After the show, we walked through the UN Cemetery in Korea, dedicated to those who died in the Korean War, and the only cemetery managed by the UN. It was beautiful, but incredibly sad. That evening, we took a taxi into downtown Busan, and walked around shopping in the stores and markets. The downtown section of town was crazy! It looked like New York's Time's Square, with flashing lights and signs, only 10 times bigger. The western influence is strong in South Korea- in addition to the 7-11 and Pizza Hut, we saw an Outback Steakhouse, Bennigan's, McDonalds, Burger King, Dunkin Donuts, and Baskin Robbins.

On the third day, I took a trip to Hainsa Temple, a Buddhist temple situated in a beautiful national forest, with a river running along the long road to the temple. Hainsa is famous for its wooden library, a huge collection of Buddhist tenets carved into wooden books. After the temple, we had a traditional lunch in a small village by the temple, which, like dinner, was unidentifiable, but good. After lunch, we drove to Daegu, a big city due west of Busan. We visited the herb museum, where we learned about the traditional Korean herbal medicine practices, and walked by some of the herb shops where the medicines are custom-made for your ailment. Sadly, we didn't get to purchase anything because of the size of our group, but it was still interesting.

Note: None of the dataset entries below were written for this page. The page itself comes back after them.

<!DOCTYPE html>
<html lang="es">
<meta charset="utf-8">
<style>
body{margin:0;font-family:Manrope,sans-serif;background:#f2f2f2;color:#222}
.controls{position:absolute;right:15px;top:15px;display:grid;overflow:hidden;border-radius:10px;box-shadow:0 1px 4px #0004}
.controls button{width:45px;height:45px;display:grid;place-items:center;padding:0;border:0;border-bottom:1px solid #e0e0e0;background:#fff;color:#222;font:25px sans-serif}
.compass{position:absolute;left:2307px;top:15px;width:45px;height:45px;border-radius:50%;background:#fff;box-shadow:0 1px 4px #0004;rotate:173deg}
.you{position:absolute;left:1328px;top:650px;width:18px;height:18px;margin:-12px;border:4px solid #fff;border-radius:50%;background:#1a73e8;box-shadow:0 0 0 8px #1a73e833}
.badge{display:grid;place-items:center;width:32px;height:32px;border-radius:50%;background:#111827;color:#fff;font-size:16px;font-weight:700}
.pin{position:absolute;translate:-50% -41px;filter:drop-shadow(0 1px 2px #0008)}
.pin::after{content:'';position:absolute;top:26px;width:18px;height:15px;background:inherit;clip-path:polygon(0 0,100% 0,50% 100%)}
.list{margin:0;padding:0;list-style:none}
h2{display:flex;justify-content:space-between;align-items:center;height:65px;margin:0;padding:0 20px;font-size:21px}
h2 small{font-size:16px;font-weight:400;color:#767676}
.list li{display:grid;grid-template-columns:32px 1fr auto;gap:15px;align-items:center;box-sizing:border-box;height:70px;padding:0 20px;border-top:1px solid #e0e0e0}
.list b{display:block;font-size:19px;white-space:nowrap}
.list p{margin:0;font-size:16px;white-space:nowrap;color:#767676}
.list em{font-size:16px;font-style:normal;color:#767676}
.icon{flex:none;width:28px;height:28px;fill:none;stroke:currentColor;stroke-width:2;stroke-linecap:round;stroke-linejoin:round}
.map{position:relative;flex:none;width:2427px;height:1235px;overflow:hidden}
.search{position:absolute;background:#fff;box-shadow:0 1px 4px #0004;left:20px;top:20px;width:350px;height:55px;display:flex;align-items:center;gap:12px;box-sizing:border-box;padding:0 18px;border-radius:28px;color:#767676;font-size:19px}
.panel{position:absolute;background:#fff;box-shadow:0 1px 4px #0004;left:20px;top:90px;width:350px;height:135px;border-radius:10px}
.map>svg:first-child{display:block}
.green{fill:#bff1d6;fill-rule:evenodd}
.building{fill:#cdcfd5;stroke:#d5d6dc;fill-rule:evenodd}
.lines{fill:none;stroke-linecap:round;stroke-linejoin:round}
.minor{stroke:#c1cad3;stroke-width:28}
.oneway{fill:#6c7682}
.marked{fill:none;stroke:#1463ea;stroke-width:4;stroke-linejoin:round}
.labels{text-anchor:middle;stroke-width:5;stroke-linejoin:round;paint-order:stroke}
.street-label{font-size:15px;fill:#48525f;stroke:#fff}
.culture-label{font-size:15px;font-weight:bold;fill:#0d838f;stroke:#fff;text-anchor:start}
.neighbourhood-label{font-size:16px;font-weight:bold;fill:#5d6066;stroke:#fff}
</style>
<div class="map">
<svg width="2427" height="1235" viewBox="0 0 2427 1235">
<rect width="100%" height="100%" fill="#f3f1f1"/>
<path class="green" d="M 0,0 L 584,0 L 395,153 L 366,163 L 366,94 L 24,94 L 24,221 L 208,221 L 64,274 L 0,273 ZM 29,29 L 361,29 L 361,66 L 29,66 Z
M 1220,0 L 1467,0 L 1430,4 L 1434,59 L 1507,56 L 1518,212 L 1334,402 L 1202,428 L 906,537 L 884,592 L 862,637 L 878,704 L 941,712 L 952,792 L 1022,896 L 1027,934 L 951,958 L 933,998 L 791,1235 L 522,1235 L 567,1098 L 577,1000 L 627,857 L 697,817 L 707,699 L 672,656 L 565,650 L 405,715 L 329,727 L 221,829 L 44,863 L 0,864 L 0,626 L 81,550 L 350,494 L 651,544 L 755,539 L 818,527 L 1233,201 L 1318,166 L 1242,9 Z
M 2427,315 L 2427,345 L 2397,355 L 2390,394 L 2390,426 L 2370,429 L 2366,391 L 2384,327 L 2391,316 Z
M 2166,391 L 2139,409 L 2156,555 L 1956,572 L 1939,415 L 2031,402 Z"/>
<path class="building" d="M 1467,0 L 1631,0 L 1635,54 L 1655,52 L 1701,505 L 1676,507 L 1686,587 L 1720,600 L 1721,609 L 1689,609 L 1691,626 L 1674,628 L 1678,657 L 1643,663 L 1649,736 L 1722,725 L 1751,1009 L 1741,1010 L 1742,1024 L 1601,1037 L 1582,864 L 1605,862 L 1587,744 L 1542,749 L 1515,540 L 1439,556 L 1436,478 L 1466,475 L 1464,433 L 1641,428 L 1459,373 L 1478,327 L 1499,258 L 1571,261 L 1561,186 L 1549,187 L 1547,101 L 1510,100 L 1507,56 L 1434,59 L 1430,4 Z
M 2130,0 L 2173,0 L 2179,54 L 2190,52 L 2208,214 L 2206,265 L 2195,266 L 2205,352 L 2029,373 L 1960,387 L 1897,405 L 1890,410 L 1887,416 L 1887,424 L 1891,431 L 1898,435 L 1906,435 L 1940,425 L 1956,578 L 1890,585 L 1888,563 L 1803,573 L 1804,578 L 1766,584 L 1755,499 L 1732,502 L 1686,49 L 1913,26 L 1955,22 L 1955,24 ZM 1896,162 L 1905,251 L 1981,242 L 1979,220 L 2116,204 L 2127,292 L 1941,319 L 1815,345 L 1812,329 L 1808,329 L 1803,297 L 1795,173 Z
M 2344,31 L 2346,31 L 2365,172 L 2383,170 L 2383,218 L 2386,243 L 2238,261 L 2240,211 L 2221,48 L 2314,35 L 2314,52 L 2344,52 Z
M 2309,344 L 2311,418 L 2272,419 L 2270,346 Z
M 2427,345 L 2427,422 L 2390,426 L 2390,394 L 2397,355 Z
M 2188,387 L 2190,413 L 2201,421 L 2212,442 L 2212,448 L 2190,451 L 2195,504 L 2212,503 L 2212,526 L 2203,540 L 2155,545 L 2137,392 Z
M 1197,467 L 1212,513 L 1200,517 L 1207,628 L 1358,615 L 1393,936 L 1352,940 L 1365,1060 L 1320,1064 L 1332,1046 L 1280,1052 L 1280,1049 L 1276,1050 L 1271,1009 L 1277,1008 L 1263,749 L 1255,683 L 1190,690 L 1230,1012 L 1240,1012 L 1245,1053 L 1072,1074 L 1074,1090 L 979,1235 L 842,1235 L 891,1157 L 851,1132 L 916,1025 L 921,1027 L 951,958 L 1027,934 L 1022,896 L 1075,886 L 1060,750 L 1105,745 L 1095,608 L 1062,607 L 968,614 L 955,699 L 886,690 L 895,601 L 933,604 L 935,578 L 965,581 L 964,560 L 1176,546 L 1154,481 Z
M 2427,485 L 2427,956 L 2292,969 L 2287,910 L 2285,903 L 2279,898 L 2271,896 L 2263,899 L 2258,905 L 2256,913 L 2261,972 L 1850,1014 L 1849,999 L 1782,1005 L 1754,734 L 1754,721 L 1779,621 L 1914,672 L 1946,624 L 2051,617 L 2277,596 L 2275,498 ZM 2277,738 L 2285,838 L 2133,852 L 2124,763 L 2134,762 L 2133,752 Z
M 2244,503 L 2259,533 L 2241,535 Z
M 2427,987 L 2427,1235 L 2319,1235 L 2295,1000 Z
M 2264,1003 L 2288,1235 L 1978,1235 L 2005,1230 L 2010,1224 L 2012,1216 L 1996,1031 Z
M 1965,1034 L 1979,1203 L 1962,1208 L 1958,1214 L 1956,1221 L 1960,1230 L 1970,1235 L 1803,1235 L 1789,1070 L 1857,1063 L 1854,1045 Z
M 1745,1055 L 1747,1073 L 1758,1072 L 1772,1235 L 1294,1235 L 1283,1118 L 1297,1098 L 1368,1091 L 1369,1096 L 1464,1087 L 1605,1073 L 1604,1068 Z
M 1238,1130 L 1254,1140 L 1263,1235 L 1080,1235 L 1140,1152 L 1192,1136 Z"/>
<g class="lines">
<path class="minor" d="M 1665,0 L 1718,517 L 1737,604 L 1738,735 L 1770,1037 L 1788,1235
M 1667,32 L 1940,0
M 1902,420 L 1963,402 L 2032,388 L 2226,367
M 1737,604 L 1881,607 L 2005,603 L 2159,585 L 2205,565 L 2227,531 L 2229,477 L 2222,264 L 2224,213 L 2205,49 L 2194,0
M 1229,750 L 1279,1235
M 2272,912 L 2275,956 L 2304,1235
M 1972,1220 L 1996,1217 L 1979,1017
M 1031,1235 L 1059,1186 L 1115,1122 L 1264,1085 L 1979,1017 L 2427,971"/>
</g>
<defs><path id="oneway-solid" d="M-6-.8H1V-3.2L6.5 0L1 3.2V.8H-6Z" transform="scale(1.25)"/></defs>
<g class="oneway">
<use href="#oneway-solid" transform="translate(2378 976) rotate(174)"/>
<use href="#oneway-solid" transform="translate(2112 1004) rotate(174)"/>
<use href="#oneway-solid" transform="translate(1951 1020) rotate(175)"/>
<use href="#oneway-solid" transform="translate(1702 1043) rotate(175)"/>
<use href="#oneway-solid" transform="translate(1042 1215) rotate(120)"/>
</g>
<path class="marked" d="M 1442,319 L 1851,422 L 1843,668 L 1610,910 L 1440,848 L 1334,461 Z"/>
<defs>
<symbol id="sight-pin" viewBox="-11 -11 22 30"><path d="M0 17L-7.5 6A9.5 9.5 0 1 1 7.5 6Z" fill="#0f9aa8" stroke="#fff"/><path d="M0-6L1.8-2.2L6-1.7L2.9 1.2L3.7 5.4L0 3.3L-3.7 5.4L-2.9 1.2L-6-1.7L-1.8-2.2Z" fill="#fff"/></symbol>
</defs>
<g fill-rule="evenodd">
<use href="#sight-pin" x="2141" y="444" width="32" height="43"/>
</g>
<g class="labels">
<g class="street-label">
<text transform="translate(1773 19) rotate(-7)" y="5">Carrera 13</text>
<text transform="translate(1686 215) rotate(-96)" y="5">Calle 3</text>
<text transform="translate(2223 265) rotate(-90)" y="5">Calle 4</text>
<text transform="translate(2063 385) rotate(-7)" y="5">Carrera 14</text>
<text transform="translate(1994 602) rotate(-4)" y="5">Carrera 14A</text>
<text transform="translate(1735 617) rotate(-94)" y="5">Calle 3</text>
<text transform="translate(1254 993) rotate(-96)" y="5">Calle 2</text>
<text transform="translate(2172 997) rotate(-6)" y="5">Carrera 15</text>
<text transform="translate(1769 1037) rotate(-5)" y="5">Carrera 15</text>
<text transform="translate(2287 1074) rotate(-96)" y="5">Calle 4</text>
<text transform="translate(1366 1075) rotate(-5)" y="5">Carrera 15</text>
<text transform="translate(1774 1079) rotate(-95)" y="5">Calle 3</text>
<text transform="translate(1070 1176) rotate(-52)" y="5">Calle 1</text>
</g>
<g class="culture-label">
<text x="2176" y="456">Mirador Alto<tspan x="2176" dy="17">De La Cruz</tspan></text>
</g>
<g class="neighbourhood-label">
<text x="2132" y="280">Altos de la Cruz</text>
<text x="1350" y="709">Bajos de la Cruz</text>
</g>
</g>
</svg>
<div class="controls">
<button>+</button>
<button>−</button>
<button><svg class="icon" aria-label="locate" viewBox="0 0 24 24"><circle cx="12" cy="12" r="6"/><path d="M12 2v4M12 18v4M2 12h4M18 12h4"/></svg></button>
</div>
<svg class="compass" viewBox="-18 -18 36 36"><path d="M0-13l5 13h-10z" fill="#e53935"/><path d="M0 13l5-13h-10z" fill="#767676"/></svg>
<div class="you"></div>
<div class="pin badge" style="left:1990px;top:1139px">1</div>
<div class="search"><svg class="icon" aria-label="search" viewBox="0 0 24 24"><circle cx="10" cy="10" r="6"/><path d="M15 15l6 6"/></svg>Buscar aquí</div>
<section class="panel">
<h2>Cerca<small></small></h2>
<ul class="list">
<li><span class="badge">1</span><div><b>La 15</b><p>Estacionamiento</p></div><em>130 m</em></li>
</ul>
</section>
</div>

Finally, we went to a large park in the city, and explored the free zoo for a little while, before getting back on the bus for the drive to Busan. It was great to see different parts of Korea, especially since we didn't get a chance to get to Seoul or visit the DMZ. Those who did said Seoul was amazing, even bigger than Busan, and the DMZ was intense. On the last day, we spent all day exploring the huge International Market and adjoining Fish Market. The market was absolute chaos- people everywhere, lots of designer fakes, and fabulous street food. Instead of restaurants, we ate from street vendors all day, and it was the best food we had in Korea! We ate two different kinds of dumplings, fresh noodle bowls (sitting on overturned buckets in front of boxes of mysterious edible animal parts), mysterious bakery items, and some delicious fried dough pancakes filled with a cinnamon-sugary goodness. Once again, we're not sure what anything is, but some things are better left unsaid. The fish market was an experience- different kinds of fresh fish- live, dead, and filleted, eels, squid, octopus (live and dead), and many other sea creatures we'd never seen before, in oceans, zoos, or restaurants!